**Exercise description:**
Copy word for word the lines from the start of the records through the line that contains "filter:drop-shadow(0 0 2px", both included.

========================

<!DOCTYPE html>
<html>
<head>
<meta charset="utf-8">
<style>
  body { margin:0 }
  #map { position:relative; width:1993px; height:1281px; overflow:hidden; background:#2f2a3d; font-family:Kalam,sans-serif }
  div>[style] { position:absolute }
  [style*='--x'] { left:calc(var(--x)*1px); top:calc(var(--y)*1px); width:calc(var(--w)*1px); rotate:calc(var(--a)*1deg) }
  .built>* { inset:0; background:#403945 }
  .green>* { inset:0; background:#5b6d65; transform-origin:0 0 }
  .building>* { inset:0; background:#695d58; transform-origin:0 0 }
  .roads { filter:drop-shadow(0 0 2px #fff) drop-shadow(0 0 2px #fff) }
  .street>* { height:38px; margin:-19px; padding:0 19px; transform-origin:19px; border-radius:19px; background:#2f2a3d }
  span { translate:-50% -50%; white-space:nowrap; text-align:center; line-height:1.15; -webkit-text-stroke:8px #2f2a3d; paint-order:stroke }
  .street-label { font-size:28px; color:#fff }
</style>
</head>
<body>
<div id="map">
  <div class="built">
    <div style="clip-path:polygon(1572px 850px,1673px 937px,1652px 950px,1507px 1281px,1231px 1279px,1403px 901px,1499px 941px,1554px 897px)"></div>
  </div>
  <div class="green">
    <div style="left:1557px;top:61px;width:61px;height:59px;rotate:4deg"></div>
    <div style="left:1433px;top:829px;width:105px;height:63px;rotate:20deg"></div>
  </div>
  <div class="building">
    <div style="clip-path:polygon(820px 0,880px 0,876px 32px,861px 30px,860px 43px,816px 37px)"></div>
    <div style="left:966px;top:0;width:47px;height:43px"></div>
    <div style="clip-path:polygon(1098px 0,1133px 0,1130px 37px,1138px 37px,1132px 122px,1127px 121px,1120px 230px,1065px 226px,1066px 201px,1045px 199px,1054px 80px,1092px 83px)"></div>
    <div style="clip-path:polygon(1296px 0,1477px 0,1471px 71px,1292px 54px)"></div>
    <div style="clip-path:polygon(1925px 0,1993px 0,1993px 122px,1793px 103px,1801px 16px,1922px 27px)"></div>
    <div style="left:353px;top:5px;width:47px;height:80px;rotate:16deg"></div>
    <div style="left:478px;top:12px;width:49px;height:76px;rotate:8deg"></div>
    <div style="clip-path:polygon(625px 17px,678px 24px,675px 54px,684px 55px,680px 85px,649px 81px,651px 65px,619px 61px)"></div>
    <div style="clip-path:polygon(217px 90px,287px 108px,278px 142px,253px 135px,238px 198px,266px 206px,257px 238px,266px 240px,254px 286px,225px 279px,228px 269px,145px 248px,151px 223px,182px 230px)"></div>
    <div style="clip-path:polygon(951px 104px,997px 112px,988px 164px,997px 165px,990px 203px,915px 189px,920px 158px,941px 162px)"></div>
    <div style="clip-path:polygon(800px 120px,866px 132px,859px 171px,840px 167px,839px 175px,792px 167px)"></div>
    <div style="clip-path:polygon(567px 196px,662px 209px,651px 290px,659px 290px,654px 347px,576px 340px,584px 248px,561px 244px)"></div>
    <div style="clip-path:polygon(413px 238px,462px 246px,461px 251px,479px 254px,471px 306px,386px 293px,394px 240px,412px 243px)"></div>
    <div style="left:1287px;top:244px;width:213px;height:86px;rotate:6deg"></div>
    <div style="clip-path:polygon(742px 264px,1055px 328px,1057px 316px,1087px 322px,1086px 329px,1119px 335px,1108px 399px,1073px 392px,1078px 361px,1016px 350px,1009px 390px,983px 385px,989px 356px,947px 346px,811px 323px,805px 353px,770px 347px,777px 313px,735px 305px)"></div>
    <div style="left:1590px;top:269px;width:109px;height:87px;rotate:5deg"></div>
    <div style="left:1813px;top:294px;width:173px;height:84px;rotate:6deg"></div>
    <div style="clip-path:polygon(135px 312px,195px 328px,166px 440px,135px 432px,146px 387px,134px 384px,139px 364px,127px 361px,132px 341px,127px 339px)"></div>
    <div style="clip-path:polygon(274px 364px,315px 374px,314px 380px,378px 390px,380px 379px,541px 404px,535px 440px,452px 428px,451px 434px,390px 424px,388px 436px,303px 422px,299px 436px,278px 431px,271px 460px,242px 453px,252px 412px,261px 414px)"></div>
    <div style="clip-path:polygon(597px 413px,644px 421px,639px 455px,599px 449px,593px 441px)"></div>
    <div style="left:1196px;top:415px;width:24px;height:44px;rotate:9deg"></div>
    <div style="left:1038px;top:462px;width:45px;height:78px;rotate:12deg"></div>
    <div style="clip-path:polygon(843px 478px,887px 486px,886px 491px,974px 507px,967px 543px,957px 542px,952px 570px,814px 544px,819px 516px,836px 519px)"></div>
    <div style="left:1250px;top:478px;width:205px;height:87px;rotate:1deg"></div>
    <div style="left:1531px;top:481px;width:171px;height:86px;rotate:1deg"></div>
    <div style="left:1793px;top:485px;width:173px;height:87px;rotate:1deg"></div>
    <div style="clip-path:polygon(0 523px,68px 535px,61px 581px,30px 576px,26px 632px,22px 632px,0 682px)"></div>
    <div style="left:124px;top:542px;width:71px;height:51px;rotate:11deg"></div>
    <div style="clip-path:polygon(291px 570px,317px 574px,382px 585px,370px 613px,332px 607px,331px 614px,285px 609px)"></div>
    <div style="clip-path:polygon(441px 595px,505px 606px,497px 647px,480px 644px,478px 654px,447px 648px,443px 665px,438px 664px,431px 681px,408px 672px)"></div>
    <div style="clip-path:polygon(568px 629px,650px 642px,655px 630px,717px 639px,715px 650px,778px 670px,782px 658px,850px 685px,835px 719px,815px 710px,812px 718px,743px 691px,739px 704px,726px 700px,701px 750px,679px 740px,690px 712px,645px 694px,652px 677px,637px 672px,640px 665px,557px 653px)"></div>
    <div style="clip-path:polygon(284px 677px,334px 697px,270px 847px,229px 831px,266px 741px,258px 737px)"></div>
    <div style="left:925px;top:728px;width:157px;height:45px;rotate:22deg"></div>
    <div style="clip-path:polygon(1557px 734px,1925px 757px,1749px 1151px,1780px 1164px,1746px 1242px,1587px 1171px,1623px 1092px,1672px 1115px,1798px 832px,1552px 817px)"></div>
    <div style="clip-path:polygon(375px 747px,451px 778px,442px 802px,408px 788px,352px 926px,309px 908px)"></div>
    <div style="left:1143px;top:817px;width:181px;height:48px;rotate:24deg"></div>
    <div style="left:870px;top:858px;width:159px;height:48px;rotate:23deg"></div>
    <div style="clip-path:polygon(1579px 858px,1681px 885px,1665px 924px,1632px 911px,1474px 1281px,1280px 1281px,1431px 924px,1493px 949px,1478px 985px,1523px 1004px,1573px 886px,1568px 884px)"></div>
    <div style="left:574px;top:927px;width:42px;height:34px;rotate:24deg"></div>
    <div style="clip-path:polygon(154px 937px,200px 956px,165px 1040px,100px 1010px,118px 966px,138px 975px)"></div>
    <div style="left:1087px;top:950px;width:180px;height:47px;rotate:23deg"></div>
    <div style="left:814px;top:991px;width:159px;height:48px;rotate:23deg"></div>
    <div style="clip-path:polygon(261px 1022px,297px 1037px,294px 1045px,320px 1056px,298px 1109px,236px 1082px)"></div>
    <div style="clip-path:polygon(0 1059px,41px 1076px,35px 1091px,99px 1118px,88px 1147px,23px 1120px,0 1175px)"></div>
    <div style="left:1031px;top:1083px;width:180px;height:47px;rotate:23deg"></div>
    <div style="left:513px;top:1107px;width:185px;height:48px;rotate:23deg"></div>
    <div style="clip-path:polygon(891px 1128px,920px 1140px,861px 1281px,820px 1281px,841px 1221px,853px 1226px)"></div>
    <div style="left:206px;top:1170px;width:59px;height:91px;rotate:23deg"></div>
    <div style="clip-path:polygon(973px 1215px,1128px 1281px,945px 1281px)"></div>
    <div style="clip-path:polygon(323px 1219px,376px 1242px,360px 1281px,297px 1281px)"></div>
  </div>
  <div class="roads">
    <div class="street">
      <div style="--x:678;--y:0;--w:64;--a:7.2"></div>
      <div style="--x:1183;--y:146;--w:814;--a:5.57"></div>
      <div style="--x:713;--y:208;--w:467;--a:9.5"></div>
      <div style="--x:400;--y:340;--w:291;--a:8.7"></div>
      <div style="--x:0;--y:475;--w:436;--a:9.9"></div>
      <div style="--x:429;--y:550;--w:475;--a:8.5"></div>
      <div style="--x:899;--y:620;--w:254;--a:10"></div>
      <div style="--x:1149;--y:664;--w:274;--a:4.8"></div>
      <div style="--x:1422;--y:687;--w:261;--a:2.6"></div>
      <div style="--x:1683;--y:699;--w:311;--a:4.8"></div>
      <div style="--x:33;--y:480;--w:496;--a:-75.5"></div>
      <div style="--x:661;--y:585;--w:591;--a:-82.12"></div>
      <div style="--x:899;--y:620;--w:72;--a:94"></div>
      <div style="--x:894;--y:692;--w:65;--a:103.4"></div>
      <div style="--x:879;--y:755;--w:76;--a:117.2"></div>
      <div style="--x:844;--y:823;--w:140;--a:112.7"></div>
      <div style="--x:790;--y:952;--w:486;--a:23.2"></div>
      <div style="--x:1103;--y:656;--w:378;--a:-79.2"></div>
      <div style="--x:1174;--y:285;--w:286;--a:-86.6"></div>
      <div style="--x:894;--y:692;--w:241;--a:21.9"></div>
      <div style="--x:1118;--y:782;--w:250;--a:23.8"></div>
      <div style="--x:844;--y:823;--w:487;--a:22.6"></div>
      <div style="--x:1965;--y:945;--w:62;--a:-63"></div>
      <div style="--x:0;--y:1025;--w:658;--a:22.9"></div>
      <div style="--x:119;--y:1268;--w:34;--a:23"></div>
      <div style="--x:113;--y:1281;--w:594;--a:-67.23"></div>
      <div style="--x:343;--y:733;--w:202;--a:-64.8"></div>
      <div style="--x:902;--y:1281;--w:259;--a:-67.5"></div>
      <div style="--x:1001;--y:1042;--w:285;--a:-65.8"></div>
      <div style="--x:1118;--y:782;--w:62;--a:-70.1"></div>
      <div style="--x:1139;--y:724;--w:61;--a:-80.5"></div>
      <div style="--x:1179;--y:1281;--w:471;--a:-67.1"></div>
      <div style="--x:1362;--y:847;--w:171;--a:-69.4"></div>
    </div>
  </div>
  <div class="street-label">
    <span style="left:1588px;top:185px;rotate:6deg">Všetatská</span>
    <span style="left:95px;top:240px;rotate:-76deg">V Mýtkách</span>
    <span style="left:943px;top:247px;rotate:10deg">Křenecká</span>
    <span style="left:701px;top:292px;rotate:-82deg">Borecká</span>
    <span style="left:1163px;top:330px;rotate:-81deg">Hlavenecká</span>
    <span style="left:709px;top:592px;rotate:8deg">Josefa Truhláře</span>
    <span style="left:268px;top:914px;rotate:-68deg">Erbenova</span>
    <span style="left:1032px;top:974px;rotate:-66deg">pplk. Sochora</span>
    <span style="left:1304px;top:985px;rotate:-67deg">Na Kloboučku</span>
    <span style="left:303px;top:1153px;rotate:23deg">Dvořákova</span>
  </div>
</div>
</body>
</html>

========================

**Answer for this exercise:**
<!DOCTYPE html>
<html>
<head>
<meta charset="utf-8">
<style>
  body { margin:0 }
  #map { position:relative; width:1993px; height:1281px; overflow:hidden; background:#2f2a3d; font-family:Kalam,sans-serif }
  div>[style] { position:absolute }
  [style*='--x'] { left:calc(var(--x)*1px); top:calc(var(--y)*1px); width:calc(var(--w)*1px); rotate:calc(var(--a)*1deg) }
  .built>* { inset:0; background:#403945 }
  .green>* { inset:0; background:#5b6d65; transform-origin:0 0 }
  .building>* { inset:0; background:#695d58; transform-origin:0 0 }
  .roads { filter:drop-shadow(0 0 2px #fff) drop-shadow(0 0 2px #fff) }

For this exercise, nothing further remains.